Cancers 2026, 18(7), 1095; https://doi.org/10.3390/cancers18071095
Submission received: 24 February 2026
/
Revised: 17 March 2026
/
Accepted: 21 March 2026
/
Published: 27 March 2026
(This article belongs to the Section Cancer Metastasis)
Simple Summary
Translational animal models of breast cancer brain metastasis (BCBM) support the development of urgently needed therapies. Today, the most commonly used murine model is generated by stereotactic implantation of breast cancer cells into the mouse brain. While the model is reproducible and reliable, it lacks several important aspects of BCBM, including extravasation of cancer cells from the blood into the brain and micro-seeding. In this study, we established a reproducible BCBM model by injecting breast cancer cells into the carotid artery of mice and evaluated the model in terms of operational success, animal welfare and tumour establishment against the stereotactic model. The intracarotid model was found to mimic BCBM to a greater extent than the stereotactic model, with the establishment of multiple metastasis in the brain. Furthermore, a difference in the blood–brain barrier permeability was observed between the two models, a critical factor for drug delivery to intracranial lesions.
Abstract
Background: Breast cancer brain metastases (BCBM) lack effective treatments, contributing to breast cancer-related morbidity and mortality.
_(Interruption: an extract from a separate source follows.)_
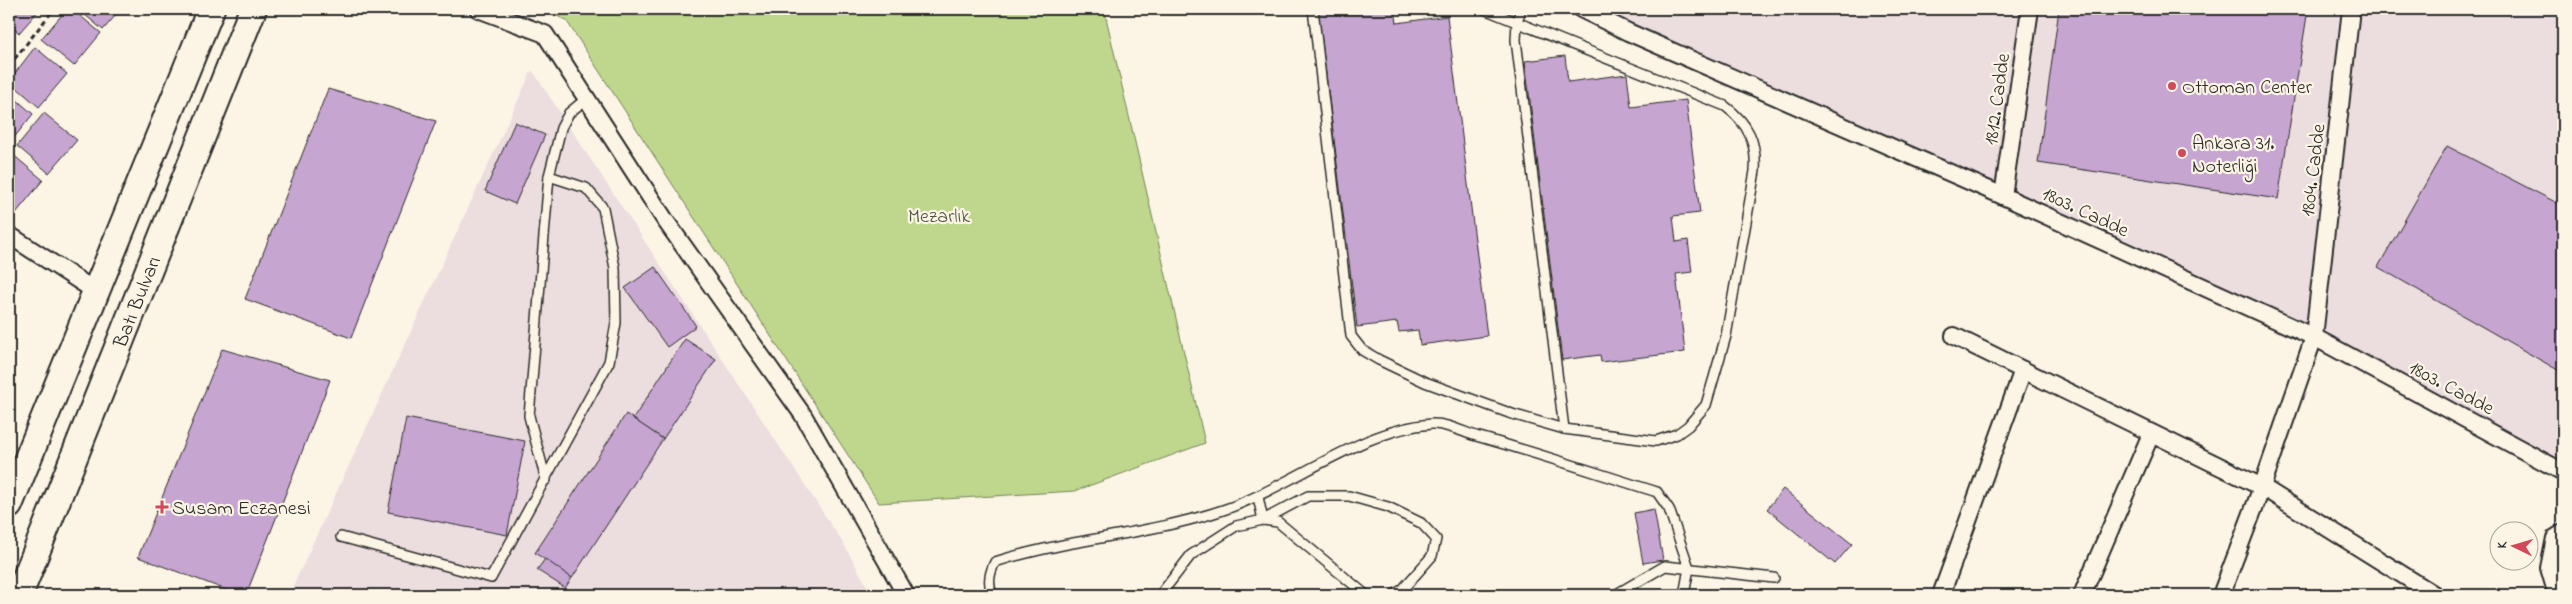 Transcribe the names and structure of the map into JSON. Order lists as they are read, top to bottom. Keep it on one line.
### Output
{"streets":{"main road":["Batı Bulvarı"],"street":["1812. Cadde","1804. Cadde","1803. Cadde"]},"crossings":[["1812. Cadde","1803. Cadde"],["1804. Cadde","1803. Cadde"]],"parks":["Mezarlık"],"places":{"other":["Ottoman Center","Ankara 31. Noterliği"],"health":["Susam Eczanesi"]},"north":"left"}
Integrating translational animal models and advanced non-invasive imaging can accelerate the development of urgently needed therapies. Method: In this study, we developed an intracarotid method mimicking BCBM and compared it to the stereotactic model in terms of animal welfare, tumour establishment, and blood–brain barrier (BBB) permeability. BCBM was established through intracarotid or stereotactic inoculation of BT474 and MDA-MB-231.Luc2 cells in NMRI nude mice. We utilised magnetic resonance imaging (MRI) and bioluminescence imaging (BLI) to monitor tumour growth and BBB permeability, supported by fluorescent immunohistochemistry for validation. Finally, light sheet microscopy (LSM) was employed to visualise tumour establishment in intact brains. Results: Both inoculation methods achieved a survival rate >70%, with animals recovering within a week post-surgery. MRI and BLI effectively visualised tumour growth with stereotactic implantation, resulting in single tumours, while intracarotid inoculation led to micro-seeding of up to seven tumours in one brain. Tumour growth was rapid and homogenous in the stereotactic model, whereas the intracarotid model exhibited slower, heterogenous growth. Notably, BBB permeability was significantly higher in small tumours in the stereotactic model when compared to the intracarotid model (p = 0.003). Ex vivo analyses validated these findings with the identification of multiple metastasis in the intracarotid model and single tumours in the stereotactic model. Conclusion: We developed an animal model that closely mimics BCBM, highlighting extravasation and micro-seeding while maintaining animal welfare. Our established imaging protocols enable longitudinal evaluations of BBB permeability and treatment response, creating a translational platform for testing novel anti-cancer therapies.